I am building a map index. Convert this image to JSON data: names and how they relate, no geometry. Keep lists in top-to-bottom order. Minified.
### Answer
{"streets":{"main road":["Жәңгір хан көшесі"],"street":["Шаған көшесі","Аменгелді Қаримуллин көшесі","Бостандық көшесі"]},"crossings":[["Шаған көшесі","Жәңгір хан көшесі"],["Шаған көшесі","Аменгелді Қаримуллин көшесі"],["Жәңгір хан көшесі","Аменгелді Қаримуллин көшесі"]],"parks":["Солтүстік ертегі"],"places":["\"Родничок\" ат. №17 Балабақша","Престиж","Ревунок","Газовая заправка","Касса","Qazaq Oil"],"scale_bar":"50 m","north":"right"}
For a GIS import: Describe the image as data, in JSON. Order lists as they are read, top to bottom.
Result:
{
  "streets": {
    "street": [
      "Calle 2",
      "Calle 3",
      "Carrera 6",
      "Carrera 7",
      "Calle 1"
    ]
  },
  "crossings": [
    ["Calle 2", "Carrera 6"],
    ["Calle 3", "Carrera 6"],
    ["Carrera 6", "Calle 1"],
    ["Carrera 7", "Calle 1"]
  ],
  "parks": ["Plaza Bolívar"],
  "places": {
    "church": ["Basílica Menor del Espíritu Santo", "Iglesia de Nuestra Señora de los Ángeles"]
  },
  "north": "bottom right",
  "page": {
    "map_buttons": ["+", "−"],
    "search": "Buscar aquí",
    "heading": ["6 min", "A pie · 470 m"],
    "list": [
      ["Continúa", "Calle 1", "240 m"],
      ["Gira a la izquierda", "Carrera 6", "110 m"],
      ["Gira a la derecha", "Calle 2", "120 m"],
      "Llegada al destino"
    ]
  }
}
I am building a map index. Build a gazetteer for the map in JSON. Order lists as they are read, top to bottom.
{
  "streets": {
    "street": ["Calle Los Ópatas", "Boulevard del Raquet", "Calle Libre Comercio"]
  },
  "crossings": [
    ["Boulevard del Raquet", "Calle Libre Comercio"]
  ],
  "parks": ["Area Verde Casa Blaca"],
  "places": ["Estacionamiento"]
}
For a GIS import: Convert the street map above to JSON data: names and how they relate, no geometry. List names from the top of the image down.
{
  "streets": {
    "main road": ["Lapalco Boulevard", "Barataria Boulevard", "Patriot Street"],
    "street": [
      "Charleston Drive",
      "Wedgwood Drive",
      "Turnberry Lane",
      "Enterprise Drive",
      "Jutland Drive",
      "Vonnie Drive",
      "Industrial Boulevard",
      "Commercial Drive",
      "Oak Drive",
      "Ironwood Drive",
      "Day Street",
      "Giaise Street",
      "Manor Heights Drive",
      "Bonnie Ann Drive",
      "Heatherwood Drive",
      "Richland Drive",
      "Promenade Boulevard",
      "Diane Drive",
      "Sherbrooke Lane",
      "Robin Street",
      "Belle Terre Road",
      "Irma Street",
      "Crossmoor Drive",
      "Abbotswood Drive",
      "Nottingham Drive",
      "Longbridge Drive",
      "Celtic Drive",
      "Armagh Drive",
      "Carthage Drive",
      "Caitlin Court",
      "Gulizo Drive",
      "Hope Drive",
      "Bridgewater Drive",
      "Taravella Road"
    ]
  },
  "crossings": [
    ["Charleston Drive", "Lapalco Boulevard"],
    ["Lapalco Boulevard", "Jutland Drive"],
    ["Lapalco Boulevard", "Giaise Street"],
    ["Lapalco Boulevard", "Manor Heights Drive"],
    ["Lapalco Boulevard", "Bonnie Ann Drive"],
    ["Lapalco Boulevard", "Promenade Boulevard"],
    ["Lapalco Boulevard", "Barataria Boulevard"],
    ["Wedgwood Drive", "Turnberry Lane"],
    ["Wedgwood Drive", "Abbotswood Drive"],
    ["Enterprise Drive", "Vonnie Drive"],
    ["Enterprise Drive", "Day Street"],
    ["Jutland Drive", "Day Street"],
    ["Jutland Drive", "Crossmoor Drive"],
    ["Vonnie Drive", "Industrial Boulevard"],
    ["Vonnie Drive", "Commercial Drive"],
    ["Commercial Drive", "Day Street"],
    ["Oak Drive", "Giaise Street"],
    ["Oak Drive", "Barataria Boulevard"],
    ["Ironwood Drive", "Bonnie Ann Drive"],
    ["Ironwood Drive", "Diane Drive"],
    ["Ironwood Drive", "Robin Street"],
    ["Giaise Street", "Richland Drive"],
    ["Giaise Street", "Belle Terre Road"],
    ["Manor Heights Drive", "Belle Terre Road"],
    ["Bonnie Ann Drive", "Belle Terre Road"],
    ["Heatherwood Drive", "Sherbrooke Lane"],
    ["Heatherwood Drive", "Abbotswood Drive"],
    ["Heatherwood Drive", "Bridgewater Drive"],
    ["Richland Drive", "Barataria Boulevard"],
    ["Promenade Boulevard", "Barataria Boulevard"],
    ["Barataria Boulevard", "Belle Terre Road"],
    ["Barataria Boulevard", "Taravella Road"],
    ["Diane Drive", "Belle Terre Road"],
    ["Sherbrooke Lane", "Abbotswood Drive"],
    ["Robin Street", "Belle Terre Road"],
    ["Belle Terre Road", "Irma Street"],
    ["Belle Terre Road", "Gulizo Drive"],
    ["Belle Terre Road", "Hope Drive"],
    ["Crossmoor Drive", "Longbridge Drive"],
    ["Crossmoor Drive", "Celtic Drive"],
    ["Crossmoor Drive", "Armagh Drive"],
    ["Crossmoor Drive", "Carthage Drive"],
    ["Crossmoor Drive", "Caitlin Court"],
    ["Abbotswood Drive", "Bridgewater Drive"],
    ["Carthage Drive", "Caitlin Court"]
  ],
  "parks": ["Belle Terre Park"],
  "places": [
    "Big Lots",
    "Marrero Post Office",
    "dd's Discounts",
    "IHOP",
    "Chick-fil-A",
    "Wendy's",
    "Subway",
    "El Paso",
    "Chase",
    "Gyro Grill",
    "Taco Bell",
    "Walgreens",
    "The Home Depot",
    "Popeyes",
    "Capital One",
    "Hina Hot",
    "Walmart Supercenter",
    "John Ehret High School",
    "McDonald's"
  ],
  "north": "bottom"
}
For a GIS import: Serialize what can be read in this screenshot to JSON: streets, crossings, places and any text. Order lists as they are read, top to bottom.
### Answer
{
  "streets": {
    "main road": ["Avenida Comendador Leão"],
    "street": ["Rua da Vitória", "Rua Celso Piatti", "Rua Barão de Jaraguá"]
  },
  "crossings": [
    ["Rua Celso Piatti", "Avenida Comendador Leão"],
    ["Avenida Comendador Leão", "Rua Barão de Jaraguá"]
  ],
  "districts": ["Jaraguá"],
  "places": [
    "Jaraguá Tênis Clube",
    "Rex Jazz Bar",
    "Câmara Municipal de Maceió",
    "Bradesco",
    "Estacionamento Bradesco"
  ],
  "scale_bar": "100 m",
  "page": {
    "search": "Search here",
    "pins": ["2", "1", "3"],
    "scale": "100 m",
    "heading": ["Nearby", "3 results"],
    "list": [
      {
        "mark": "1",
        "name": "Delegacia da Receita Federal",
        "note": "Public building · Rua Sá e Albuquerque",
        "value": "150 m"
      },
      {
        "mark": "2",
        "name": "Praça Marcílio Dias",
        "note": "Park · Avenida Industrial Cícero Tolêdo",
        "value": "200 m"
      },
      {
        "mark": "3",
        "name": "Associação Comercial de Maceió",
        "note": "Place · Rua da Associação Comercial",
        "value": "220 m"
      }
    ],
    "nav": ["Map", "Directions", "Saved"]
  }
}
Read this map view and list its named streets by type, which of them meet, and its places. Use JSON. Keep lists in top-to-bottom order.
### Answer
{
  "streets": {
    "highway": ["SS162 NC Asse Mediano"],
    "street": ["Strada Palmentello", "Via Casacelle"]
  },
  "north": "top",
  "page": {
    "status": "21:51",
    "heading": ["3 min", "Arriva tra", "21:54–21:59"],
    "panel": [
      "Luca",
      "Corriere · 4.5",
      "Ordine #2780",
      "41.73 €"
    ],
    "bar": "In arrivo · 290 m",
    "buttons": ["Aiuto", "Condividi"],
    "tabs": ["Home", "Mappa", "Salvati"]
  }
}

────────────────────

Using the data above, reproduce exactly the lines between those holding "For a GIS import: Serialize" and "Read this map", inclusive, and no others.

For a GIS import: Serialize what can be read in this screenshot to JSON: streets, crossings, places and any text. Order lists as they are read, top to bottom.
### Answer
{
  "streets": {
    "main road": ["Avenida Comendador Leão"],
    "street": ["Rua da Vitória", "Rua Celso Piatti", "Rua Barão de Jaraguá"]
  },
  "crossings": [
    ["Rua Celso Piatti", "Avenida Comendador Leão"],
    ["Avenida Comendador Leão", "Rua Barão de Jaraguá"]
  ],
  "districts": ["Jaraguá"],
  "places": [
    "Jaraguá Tênis Clube",
    "Rex Jazz Bar",
    "Câmara Municipal de Maceió",
    "Bradesco",
    "Estacionamento Bradesco"
  ],
  "scale_bar": "100 m",
  "page": {
    "search": "Search here",
    "pins": ["2", "1", "3"],
    "scale": "100 m",
    "heading": ["Nearby", "3 results"],
    "list": [
      {
        "mark": "1",
        "name": "Delegacia da Receita Federal",
        "note": "Public building · Rua Sá e Albuquerque",
        "value": "150 m"
      },
      {
        "mark": "2",
        "name": "Praça Marcílio Dias",
        "note": "Park · Avenida Industrial Cícero Tolêdo",
        "value": "200 m"
      },
      {
        "mark": "3",
        "name": "Associação Comercial de Maceió",
        "note": "Place · Rua da Associação Comercial",
        "value": "220 m"
      }
    ],
    "nav": ["Map", "Directions", "Saved"]
  }
}
Read this map view and list its named streets by type, which of them meet, and its places. Use JSON. Keep lists in top-to-bottom order.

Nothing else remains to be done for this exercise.